**To do**
All lines with the word "canvas" must be pulled from the entries below.

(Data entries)
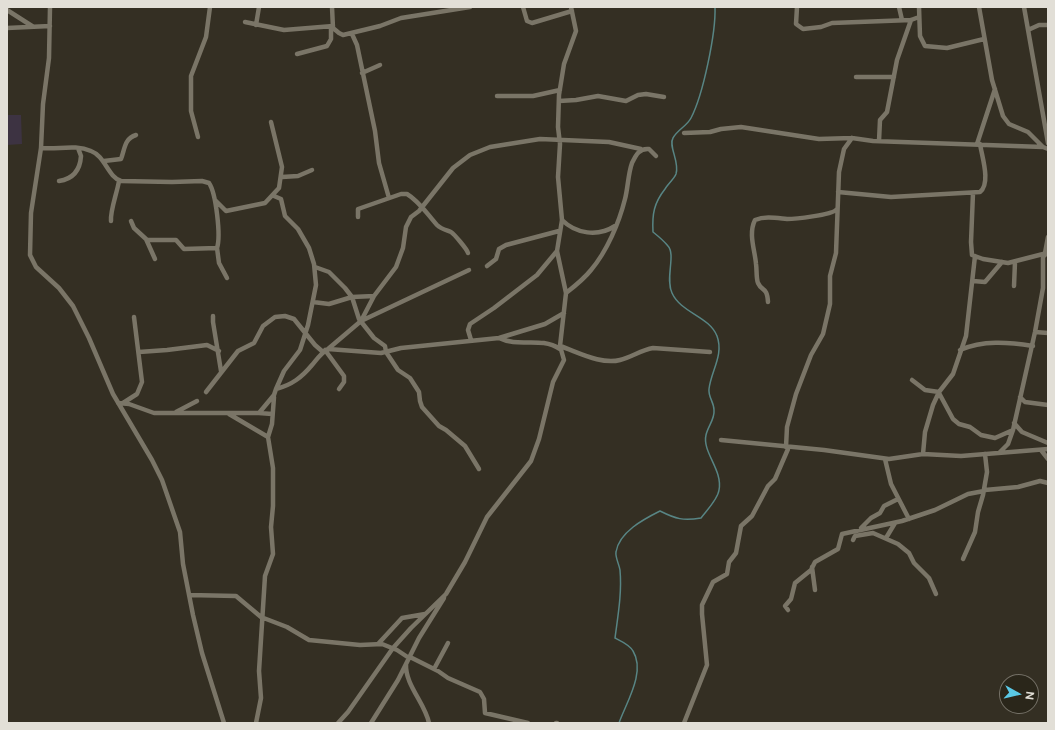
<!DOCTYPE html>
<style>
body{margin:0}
#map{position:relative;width:1055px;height:730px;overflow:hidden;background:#342f23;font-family:"Public Sans",sans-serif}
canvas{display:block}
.frame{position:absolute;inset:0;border:8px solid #e2dfd7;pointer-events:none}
.north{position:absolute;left:999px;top:674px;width:40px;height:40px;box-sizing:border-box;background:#2a261a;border:1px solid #747066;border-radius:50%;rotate:98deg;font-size:11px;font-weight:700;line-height:16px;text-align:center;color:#e2dfd7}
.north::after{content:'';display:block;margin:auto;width:14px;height:18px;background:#5ac8e5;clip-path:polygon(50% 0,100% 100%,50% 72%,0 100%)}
</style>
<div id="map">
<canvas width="1055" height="730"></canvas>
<div class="frame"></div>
<div class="north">N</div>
</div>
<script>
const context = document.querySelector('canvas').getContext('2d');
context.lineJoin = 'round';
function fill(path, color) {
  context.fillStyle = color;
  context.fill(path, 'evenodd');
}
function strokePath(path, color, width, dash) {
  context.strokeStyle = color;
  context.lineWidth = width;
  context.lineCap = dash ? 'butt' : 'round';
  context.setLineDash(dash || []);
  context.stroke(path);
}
fill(new Path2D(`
 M7 115H21L22 144 7 145Z`), '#3d3342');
strokePath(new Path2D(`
 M619 723C626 703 646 672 633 651 630 645 621 641 615 638 618 615 622 593 620 570 619 564 615 557 616 552 619 532 644 519 660 511 676 519 683 521 701 518 707 510 718 499 719 490 723 470 702 452 706 435 708 426 715 419 714 410 714 402 708 397 709 389 711 371 724 355 717 336 709 316 681 313 672 293 665 278 676 255 668 246 664 241 658 236 653 232 652 214 654 203 665 189 668 184 674 179 676 174 680 162 668 146 673 138 677 130 687 126 691 118 703 95 716 33 715 7`), '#588584', 1.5);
strokePath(new Path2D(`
 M50 7 49 58 43 104 41 148 31 213 30 255 36 267 59 288 73 306 89 338 113 394 152 460 162 480 180 532 183 564 193 615 202 653 224 723
 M332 7 333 28 339 33 343 35 380 26 401 18 470 7
 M523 7 527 21 532 23 572 11
 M797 7 796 24 803 29 821 27 832 23 911 20 919 17
 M899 7 902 20
 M919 7 920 36 925 46 947 48 984 39
 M979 7 992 80 1003 116 1009 124 1028 132 1043 147 1048 149
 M1024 7 1048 143
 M7 10 32 26
 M245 22 284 30 333 26
 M256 25 259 7
 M7 28 50 26
 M1028 30 1039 25H1048
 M352 34 357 45 375 131 379 163 389 198
 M297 54 327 46 331 39V27
 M362 73 380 65
 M856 77H894
 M497 96H533L560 90
 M559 101 576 100 598 96 626 101 638 95 646 94 664 97
 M684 133 710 132 721 129 741 127 819 139 852 138 873 141 1043 147
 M198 137 191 111V76L206 37 210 7
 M879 141 880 120 887 112 897 60 911 20
 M977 144 995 89
 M41 148C57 150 75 144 91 151 105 156 108 177 121 181L172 182 202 181 209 183C216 193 221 236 217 248L184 249 176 240H147
 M104 161 121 159C125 149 124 139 136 135
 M282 177 298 176 312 170
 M59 181C73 179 80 171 81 156L78 148
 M838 192 891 197 980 192C991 183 982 157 980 144
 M973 193 971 242 972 255 983 259 1008 263 1047 253
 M274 196 281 199 285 216 298 229 309 248 314 264 316 285 308 325 300 350 284 371 276 389
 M216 201 226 211 265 203 279 188 282 167 271 122
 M358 217V209L401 194H407C419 201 428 215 437 225 441 229 446 230 451 232 454 234 467 249 468 253
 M562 220C576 234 598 237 615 226
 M111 221C110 211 117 193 119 181
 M131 221 134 228 146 239 155 259
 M217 248 219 263 227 278
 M1045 253 1048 237
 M487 266 496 259 499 249 506 245 559 231
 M315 267 329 272 345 288 352 297 359 319 374 338 385 346 386 352 398 370 410 378 419 392 420 401 422 407 439 426 446 430 465 446 479 469
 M973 281 985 282 1002 262
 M1014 286 1015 262
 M566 293C575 286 584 279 591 270 607 251 619 223 625 199 628 188 628 174 632 163 636 155 639 148 649 149L656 156
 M313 302 329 304 352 297 374 296
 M768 302C767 286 762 292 758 283 756 278 757 270 756 264 755 250 748 234 755 220 765 216 776 218 787 219 795 219 831 215 836 210
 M213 316V322L221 371
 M361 321 469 270
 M1035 332 1048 333
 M499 338C519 348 540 336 560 349
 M471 340 468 330 470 324 494 308 537 275 557 251
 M560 346C578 352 601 365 620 360 632 357 641 350 653 348L710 352
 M328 349 361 321 374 296 396 267 403 248 406 227 411 217 419 211 453 168 470 155 490 147 540 139 609 142 641 149
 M325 350 344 376V382L339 389
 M960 350C983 340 1008 342 1033 346
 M139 352 167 350 207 345 219 351
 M912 380 925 390 939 392
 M206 392 238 351 254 343 263 326 275 317 285 316 294 319 315 345 323 352
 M939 393 953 419 959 424 970 427 981 435 995 438 1013 430
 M1020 397 1025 402 1048 405
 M118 403 129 404 154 413H259L274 395 276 389C292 385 302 377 312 365 317 359 322 352 328 349L381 353 401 348 499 338 545 324 564 313
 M123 403 137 394 142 382 134 317
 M176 412 197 401
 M259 413 272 414
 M229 414 268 437
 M1014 423 1022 432 1048 443
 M721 440 824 450 889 459 923 454 961 456 1048 449
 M786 447 787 427 796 394 811 355 823 334 830 304V276L836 253 839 172 844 149 852 138
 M1041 450 1048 459
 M999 453 1008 444 1013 430 1035 332 1043 288V257L1048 252
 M923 454 925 432 933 405 939 392 953 374 966 336 975 256
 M885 459 891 484 909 519
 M985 490 1018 487 1040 481 1048 483
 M861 528 871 518 880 513 884 506 898 499
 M886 538 895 523
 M853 540 855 536 873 533 898 544 909 553 914 563 929 578 936 594
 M963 559 975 532 978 512 983 495 987 472 985 454
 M812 567 815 590
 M189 595 236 596 261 617 287 627 309 640 360 645 382 644 397 650 409 658
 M788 610 785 606 791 599 795 583 811 570 815 562 838 549 842 534 902 521 935 510 968 494 984 491
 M378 644 402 618 425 614
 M410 657 438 671 448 678 480 692 484 699 485 713 528 723
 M406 664C405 685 425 703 429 723
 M434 669 448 643
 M256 723 261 698 259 671 265 576 273 554 271 527 273 506V468L268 437 272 424 274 397
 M338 723 348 712 393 648 411 628 446 594 465 562 487 517 531 461 539 439 553 382 564 360 560 346 566 293 557 251 562 220 558 177 560 144 558 127 559 95 564 64 576 31 571 7
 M371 723 398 680 419 638 444 598
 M556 723H557
 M684 723 707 665 702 614V605L713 582 727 574 729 562 736 553 741 526 752 516 768 486 775 479 788 449`), '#7a7567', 4.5);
</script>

**Exercise response**
canvas{display:block}
<canvas width="1055" height="730"></canvas>
const context = document.querySelector('canvas').getContext('2d');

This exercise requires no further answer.